Reviewer 3. Also, "While the Calmodulin Target Database failed to reveal a CaMBD in this region a visual analysis of this basic amino acid rich region (118KGFGGAMTDAAALNILALSP127) revealed 4 binding motifs (Table 1). This suggests GBA may have two independent CaMBDs". However, in Table 1 there is no sequence between 118 and 127 for any protein; please, clarify the positions.
Author Response:
The information was poorly expressed, the sentence refers to a visual analysis of the region that did not involve using the Calmodulin Target Database. The original sentence “While the Calmodulin Target Database failed to reveal a CaMBD in this region a visual analysis of this basic amino acid rich region (118KGFGGAMTDAAALNILALSP127) revealed 4 binding motifs (Table 1). This suggests GBA may have two independent CaMBDs.” was corrected to (l, 236-240) “The Calmodulin Target Database failed to reveal a CaMBD in this region, but a visual scanning of this basic amino acid rich region revealed a potential CaMBD (118KGFGGAMTDAAALNILALSP127) with 4 binding motifs. This suggests GBA may have three CaMBDs of which only two were detected by database analysis.”.
Reviewer 3. Afterward, it seems that CHCHD10 has at least one calcium-dependent CaMBD ("TDP-43, FUS, TBK1, 247 CHCHD10, and C9orf72 all were found to contain at least one calcium-dependent CaMBD with one or more binding motifs") but in section 2.3 is reported that CHCHD10 and SQSTM1 have no presumptive CaMBDs. The author should clarify this aspect. Finally, at the end of page 8 is reported that "TGM3 also has a single CaMBD (493LAVGKEVNLVLLLKNLSRDT512) but with 5 binding motifs" but this information is already mentioned exactly with the same words in this same section (line 259). Please, modify.
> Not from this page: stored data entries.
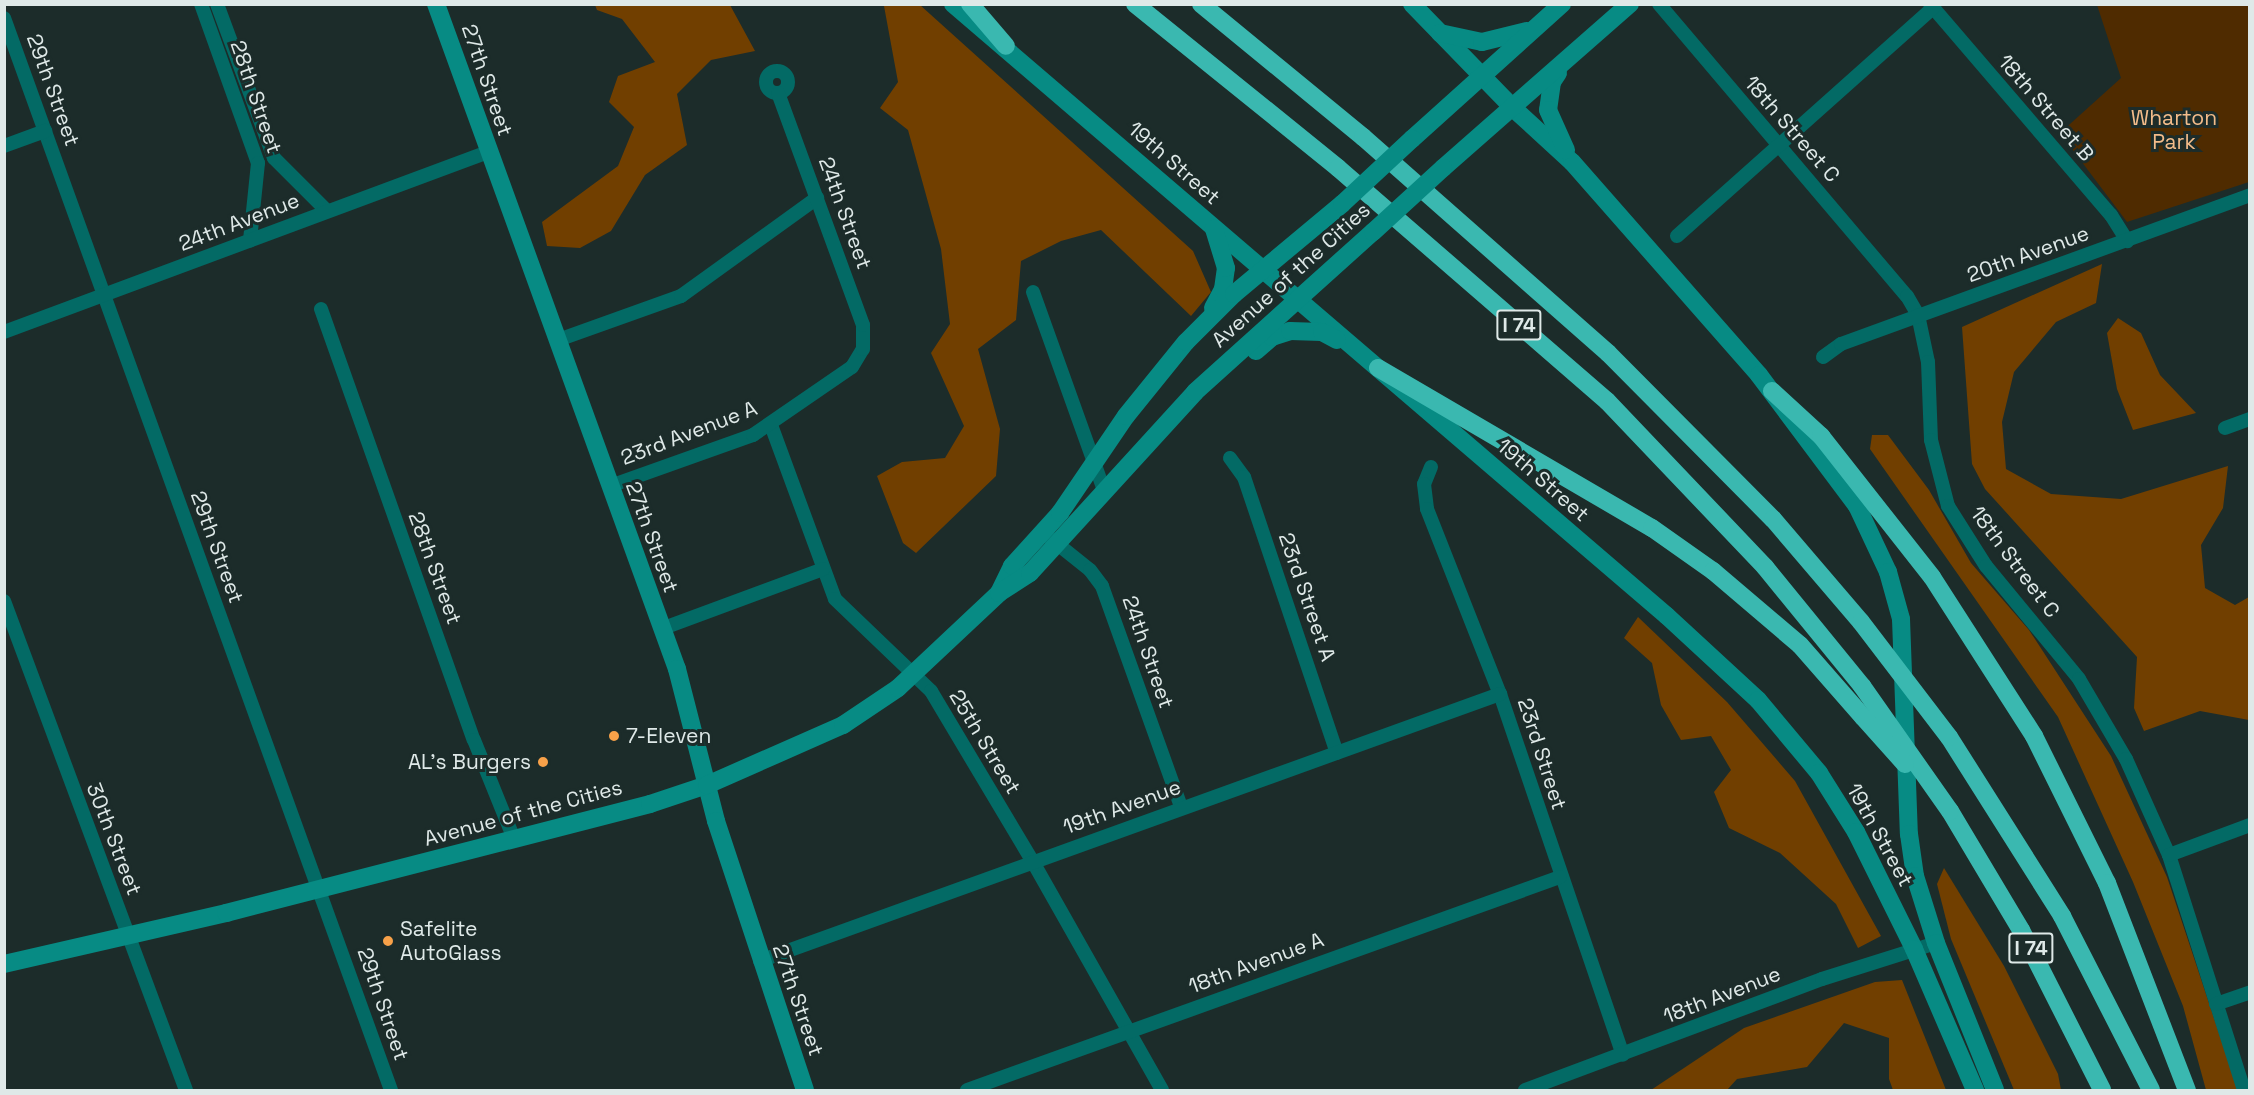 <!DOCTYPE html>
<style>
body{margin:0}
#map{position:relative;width:2254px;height:1095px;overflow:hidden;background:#1c2c2a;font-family:"Space Grotesk",sans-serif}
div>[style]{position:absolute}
.green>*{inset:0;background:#4f2b00}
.forest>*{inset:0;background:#713f00}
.street>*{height:14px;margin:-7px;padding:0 7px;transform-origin:7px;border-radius:7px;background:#036a65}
.street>.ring{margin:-7px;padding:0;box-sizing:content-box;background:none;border:14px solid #036a65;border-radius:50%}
.secondary>*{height:18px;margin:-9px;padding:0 9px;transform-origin:9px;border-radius:9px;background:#078b84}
.highway>*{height:18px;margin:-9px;padding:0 9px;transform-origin:9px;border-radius:9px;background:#3ab8b0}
.secondary-bridge>*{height:18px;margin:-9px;padding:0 9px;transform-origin:9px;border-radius:9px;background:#078b84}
.highway-bridge>*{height:18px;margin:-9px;padding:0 9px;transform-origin:9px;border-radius:9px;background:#3ab8b0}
.dots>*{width:16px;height:16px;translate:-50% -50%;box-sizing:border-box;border:3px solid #1c2c2a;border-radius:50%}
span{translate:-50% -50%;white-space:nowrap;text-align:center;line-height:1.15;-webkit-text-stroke:6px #1c2c2a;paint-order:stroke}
.shield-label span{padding:2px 4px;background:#1c2c2a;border:2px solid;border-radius:4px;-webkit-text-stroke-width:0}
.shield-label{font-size:20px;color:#dfe9e8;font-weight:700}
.street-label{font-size:21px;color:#dfe9e8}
.park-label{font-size:21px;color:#f3bc8a}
.poi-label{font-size:21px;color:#dfe9e8}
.left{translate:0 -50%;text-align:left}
.right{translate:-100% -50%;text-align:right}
.frame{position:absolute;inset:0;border:6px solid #dfe9e8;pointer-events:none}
</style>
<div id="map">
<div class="green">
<i style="clip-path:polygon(2097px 5px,2249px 5px,2249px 182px,2127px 222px,2060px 133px,2121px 78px)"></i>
</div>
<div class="forest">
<i style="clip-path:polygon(595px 5px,730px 5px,755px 51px,711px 60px,677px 94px,687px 145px,645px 175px,611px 231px,580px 248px,547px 246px,542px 222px,618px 166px,634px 127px,609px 102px,618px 76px,655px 62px,622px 19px,597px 10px)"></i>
<i style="clip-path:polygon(880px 5px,920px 5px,1193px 251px,1211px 292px,1191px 316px,1101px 230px,1061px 241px,1021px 261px,1016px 320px,978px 349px,1000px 429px,996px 476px,916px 553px,903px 543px,877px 476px,902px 462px,945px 458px,964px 426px,931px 353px,950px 324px,941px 249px,908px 130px,880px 108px,898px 82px,884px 6px)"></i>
<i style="clip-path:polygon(2102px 264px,2096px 303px,2056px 322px,2014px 372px,2002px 422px,2006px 469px,2051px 494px,2121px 499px,2228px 466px,2223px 508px,2201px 545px,2205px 588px,2235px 605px,2249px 597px,2249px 720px,2200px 711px,2144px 731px,2134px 708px,2137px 657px,1985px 489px,1972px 464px,1962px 327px)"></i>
<i style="clip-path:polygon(2118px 318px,2141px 333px,2160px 375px,2196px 413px,2133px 430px,2117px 389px,2107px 333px)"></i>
<i style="clip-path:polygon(1872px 435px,1888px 435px,1929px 490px,1971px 563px,2029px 630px,2111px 756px,2167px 877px,2238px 1090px,2206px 1090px,2183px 1006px,2133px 882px,2058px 717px,1870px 449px)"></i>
<i style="clip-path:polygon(1638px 617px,1727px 702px,1795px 781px,1881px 936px,1858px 948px,1836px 904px,1780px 853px,1729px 828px,1714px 792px,1731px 770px,1711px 736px,1681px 740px,1661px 705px,1652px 663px,1624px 638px)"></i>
<i style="clip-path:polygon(1944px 868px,2004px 966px,2058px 1074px,2061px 1090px,2014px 1090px,1951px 939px,1937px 884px)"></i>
<i style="clip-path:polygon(1902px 980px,1946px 1090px,1893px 1090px,1889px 1079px,1889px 1038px,1844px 1023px,1807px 1067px,1737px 1079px,1727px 1090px,1651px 1090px,1744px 1028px,1875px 982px)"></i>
</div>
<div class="street">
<i style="left:201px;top:4px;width:169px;rotate:70.3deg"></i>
<i style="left:258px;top:163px;width:78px;rotate:95.9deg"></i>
<i style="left:217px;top:4px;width:164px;rotate:69.7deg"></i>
<i style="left:274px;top:158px;width:75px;rotate:45deg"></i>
<i style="left:1659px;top:4px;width:383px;rotate:49.7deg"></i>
<i style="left:1907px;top:296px;width:22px;rotate:60deg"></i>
<i style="left:1918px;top:315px;width:48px;rotate:78deg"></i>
<i style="left:1928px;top:362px;width:78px;rotate:87.8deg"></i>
<i style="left:1931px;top:440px;width:68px;rotate:75.6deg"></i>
<i style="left:1948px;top:506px;width:71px;rotate:57.7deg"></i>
<i style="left:1986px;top:566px;width:146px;rotate:50.5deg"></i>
<i style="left:2079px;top:679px;width:93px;rotate:59.6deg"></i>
<i style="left:2126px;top:759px;width:105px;rotate:65.9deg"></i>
<i style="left:2169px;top:855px;width:247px;rotate:72.3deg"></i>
<i style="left:1930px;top:4px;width:278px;rotate:49.4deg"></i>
<i style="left:2111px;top:215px;width:31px;rotate:58deg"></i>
<i style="left:4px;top:18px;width:1140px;rotate:70.15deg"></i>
<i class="ring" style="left:766px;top:71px;width:8px;height:8px"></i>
<i style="left:4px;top:146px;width:44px;rotate:-20.1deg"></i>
<i style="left:1677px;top:236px;width:343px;rotate:-41.7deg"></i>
<i style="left:1033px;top:292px;width:210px;rotate:70.3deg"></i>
<i style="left:321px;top:309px;width:457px;rotate:70.5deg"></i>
<i style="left:474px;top:740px;width:107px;rotate:68deg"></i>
<i style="left:4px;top:332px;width:516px;rotate:-20.4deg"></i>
<i style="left:558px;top:340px;width:131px;rotate:-19.7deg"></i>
<i style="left:681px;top:296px;width:168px;rotate:-35.8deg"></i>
<i style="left:1823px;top:357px;width:22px;rotate:-36deg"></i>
<i style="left:1841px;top:344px;width:435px;rotate:-20deg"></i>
<i style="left:771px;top:425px;width:185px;rotate:69.8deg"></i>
<i style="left:835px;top:599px;width:133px;rotate:43.8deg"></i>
<i style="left:931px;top:691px;width:199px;rotate:59.2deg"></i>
<i style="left:1033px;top:862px;width:262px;rotate:60.5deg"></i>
<i style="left:2225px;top:428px;width:27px;rotate:-20deg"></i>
<i style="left:1230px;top:458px;width:24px;rotate:54deg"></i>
<i style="left:1244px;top:477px;width:291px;rotate:71.4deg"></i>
<i style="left:1431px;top:467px;width:18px;rotate:112deg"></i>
<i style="left:1424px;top:484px;width:25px;rotate:83deg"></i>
<i style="left:1427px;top:509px;width:199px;rotate:68.5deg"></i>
<i style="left:1500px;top:694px;width:381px;rotate:71.2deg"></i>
<i style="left:610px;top:486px;width:152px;rotate:-19.6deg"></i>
<i style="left:753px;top:435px;width:120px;rotate:-34.5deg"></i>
<i style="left:852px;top:367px;width:21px;rotate:-59deg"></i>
<i style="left:863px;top:349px;width:24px;rotate:-90deg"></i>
<i style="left:863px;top:325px;width:247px;rotate:-110.1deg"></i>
<i style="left:1050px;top:538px;width:51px;rotate:38.7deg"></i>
<i style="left:1090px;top:570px;width:20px;rotate:53deg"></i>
<i style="left:1102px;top:586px;width:235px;rotate:70.3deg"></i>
<i style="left:4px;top:601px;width:522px;rotate:69.59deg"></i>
<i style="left:661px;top:629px;width:173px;rotate:-20.3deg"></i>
<i style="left:2169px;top:855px;width:86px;rotate:-20.3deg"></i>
<i style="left:760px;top:961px;width:787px;rotate:-19.84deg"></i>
<i style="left:2216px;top:1004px;width:36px;rotate:-19deg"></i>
<i style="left:967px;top:1090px;width:630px;rotate:-19.76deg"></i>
<i style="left:1525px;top:1090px;width:317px;rotate:-20.5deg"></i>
<i style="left:1822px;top:979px;width:120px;rotate:-17.5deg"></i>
</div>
<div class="secondary">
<i style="left:436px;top:4px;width:707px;rotate:70.08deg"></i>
<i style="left:677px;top:669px;width:157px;rotate:75.6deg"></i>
<i style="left:716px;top:821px;width:283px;rotate:71.7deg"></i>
<i style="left:953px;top:4px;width:940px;rotate:40.6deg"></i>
<i style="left:1667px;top:616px;width:124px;rotate:42.7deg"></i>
<i style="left:1758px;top:700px;width:95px;rotate:50.1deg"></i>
<i style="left:1819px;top:773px;width:70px;rotate:57.9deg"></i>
<i style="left:1856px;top:832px;width:131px;rotate:63.6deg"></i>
<i style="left:1914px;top:949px;width:154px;rotate:66.6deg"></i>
<i style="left:1412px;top:4px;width:145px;rotate:45.8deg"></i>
<i style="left:1513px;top:108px;width:80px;rotate:42.5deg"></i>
<i style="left:1572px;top:162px;width:283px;rotate:48.7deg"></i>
<i style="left:1759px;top:375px;width:164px;rotate:53.2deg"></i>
<i style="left:1857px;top:506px;width:73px;rotate:64.8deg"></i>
<i style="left:1888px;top:572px;width:49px;rotate:74.5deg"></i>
<i style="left:1901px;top:619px;width:215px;rotate:87.9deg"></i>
<i style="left:1909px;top:834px;width:42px;rotate:81.9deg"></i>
<i style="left:1915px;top:876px;width:70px;rotate:72.6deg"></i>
<i style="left:1936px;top:943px;width:158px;rotate:68.1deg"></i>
<i style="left:1440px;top:33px;width:43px;rotate:12.1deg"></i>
<i style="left:1482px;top:42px;width:46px;rotate:-13.7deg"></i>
<i style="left:1558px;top:73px;width:11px;rotate:124deg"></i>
<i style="left:1552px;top:82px;width:28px;rotate:98deg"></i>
<i style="left:1548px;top:110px;width:44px;rotate:65.8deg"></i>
<i style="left:1412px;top:139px;width:202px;rotate:-42deg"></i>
<i style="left:1443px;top:168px;width:249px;rotate:-41.3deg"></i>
<i style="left:1213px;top:308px;width:21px;rotate:-62deg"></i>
<i style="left:1223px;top:289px;width:21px;rotate:-82deg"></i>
<i style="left:1226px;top:268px;width:41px;rotate:-107.1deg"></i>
<i style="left:1256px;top:351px;width:21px;rotate:-41deg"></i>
<i style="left:1272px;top:337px;width:19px;rotate:-18deg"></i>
<i style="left:1290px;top:331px;width:32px;rotate:2deg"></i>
<i style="left:1322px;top:332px;width:17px;rotate:28deg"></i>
<i style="left:999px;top:593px;width:30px;rotate:-64deg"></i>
<i style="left:1012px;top:566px;width:72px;rotate:-47.8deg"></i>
<i style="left:1060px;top:513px;width:117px;rotate:-55.8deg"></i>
<i style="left:1126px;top:416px;width:95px;rotate:-51deg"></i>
<i style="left:1186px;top:342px;width:68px;rotate:-45deg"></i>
<i style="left:1234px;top:294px;width:141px;rotate:-39.8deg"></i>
<i style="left:4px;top:964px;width:228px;rotate:-12.9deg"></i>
<i style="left:226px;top:913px;width:438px;rotate:-14.4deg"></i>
<i style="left:650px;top:804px;width:60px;rotate:-18.4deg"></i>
<i style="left:707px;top:785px;width:149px;rotate:-23.8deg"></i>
<i style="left:843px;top:725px;width:66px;rotate:-33.9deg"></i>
<i style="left:898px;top:688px;width:139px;rotate:-43.2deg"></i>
<i style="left:999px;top:593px;width:37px;rotate:-33deg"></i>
<i style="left:1030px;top:573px;width:245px;rotate:-47.6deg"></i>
<i style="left:1195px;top:392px;width:239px;rotate:-42deg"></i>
</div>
<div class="highway">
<i style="left:970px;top:4px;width:55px;rotate:49.4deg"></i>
<i style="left:1135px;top:4px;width:261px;rotate:38.9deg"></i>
<i style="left:1338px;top:168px;width:356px;rotate:40.9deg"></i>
<i style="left:1607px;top:401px;width:229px;rotate:46.4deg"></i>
<i style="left:1765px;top:567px;width:154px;rotate:50.8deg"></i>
<i style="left:1201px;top:4px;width:210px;rotate:39.4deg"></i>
<i style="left:1363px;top:137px;width:327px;rotate:41.4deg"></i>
<i style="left:1608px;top:353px;width:234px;rotate:45.2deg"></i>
<i style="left:1773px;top:519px;width:135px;rotate:49.5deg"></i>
<i style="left:1378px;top:368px;width:317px;rotate:30.3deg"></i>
<i style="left:1652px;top:528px;width:75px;rotate:35.2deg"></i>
<i style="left:1713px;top:571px;width:114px;rotate:40.4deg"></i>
<i style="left:1800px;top:645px;width:96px;rotate:48.8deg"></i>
<i style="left:1772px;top:391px;width:67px;rotate:42.6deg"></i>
<i style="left:1821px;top:436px;width:179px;rotate:51.8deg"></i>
<i style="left:1932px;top:577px;width:189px;rotate:57.3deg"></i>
<i style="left:2034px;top:736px;width:164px;rotate:63.6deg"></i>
<i style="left:2107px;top:883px;width:222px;rotate:68.9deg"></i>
<i style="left:1949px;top:737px;width:212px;rotate:57.7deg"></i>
<i style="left:2062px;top:916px;width:195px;rotate:62.9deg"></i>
<i style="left:1950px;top:811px;width:139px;rotate:59.2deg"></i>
<i style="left:2021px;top:930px;width:179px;rotate:63.1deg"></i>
</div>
<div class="secondary-bridge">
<i style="left:1342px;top:204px;width:96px;rotate:-42.9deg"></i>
<i style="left:1373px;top:232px;width:95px;rotate:-42.4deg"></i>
</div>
<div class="highway-bridge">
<i style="left:1861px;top:622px;width:145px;rotate:52.6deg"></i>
<i style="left:1862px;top:686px;width:153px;rotate:54.9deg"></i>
<i style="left:1863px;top:717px;width:63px;rotate:48.2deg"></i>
</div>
<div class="dots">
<i style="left:614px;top:736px;background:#f7a149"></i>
<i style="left:543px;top:762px;background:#f7a149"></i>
<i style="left:388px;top:941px;background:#f7a149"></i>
</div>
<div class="shield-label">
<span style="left:1519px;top:325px">I 74</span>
<span style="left:2031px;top:948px">I 74</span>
</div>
<div class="street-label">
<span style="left:487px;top:80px;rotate:71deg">27th Street</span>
<span style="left:53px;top:90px;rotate:70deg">29th Street</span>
<span style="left:256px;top:97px;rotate:71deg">28th Street</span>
<span style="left:2046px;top:108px;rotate:49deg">18th Street B</span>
<span style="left:1792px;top:129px;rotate:49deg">18th Street C</span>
<span style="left:1174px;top:163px;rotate:41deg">19th Street</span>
<span style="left:845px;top:213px;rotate:70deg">24th Street</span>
<span style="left:239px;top:222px;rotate:-21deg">24th Avenue</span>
<span style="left:2028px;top:254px;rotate:-20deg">20th Avenue</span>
<span style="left:1291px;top:275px;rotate:-42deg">Avenue of the Cities</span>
<span style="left:689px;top:433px;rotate:-21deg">23rd Avenue A</span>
<span style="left:1543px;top:480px;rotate:41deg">19th Street</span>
<span style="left:652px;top:537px;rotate:70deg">27th Street</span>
<span style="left:217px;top:547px;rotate:70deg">29th Street</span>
<span style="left:2015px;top:562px;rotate:53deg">18th Street C</span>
<span style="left:435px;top:568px;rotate:70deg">28th Street</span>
<span style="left:1307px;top:597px;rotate:71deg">23rd Street A</span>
<span style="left:1148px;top:652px;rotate:71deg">24th Street</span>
<span style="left:985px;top:742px;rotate:59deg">25th Street</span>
<span style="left:1542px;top:754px;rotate:72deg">23rd Street</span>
<span style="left:1122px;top:807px;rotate:-20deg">19th Avenue</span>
<span style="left:523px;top:813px;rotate:-15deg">Avenue of the Cities</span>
<span style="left:1880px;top:835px;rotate:61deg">19th Street</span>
<span style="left:114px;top:839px;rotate:69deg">30th Street</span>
<span style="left:1256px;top:963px;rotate:-20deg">18th Avenue A</span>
<span style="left:1722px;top:995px;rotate:-21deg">18th Avenue</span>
<span style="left:798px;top:1000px;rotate:71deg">27th Street</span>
<span style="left:383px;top:1004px;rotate:71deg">29th Street</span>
</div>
<div class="park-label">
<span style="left:2174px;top:130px">Wharton<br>Park</span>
</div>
<div class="poi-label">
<span class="left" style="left:626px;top:736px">7-Eleven</span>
<span class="right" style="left:531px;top:762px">AL's Burgers</span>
<span class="left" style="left:400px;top:941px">Safelite<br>AutoGlass</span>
</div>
<div class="frame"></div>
</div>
Author Response: The reviewer is correct, the reference to CHCHD10 has been removed from the sentence. The duplicated sentence at line 260 was removed.
Reviewer 3. At the end of the introduction, after "Along with FUS and TDP-43, SOD1 contributes to inclusions in ALS neurons", add references.
Author Response: As indicated above a reference [23] has been added at the end of the sentence.
Reviewer 3. In the discussion after "With a diverse symptomology and occurring in less than 5% of dementia cases, FTD can be inherited but more often spontaneous forms of the disease occur" add references.
Author Response: this has been done
Author Final Comment re: Reviewer 3. This reviewer has helped improve the manuscript significantly. The careful reading and specific recommendations facilitated making the revisions and made the author aware of issues to avoid in the future. Thank you.
Round 2
Reviewer 3 Report
The authors have improved the manuscript following the suggestions. Thus, the manuscript is now suitable for publication.